→ **Activity**
Report all lines of the records that contain "العمومى".

→ **Supplied records**
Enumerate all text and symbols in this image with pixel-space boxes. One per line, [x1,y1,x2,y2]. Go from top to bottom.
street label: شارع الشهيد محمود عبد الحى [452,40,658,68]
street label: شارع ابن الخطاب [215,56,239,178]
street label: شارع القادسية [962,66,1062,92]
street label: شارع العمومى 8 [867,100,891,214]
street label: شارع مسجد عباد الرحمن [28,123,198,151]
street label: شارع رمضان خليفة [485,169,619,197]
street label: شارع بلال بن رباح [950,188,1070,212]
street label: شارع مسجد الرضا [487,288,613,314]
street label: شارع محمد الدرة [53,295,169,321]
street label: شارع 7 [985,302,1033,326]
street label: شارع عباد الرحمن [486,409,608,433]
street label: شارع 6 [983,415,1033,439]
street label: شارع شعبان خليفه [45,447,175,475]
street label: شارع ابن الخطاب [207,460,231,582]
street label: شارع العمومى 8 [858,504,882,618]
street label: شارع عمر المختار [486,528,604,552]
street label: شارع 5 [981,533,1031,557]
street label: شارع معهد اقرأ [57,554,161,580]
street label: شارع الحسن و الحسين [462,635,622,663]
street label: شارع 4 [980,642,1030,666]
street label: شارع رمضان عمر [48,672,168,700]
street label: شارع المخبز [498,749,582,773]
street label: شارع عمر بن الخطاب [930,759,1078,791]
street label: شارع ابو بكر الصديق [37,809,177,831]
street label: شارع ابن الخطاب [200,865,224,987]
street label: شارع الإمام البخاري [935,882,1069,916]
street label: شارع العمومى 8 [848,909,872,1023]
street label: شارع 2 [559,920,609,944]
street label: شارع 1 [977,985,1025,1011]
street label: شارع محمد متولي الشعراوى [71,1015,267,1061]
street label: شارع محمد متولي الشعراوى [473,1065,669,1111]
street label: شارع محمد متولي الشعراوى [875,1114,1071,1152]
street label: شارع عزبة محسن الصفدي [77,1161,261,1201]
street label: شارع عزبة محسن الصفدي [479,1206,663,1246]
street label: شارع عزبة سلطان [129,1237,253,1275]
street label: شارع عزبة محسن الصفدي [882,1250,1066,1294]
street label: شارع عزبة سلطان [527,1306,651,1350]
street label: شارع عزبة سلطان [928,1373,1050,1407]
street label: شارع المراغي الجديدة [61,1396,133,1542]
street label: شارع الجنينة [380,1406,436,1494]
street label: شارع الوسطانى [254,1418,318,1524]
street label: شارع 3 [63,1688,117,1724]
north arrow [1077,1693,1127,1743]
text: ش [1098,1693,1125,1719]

→ **Answer to this problem**
street label: شارع العمومى 8 [867,100,891,214]
street label: شارع العمومى 8 [858,504,882,618]
street label: شارع العمومى 8 [848,909,872,1023]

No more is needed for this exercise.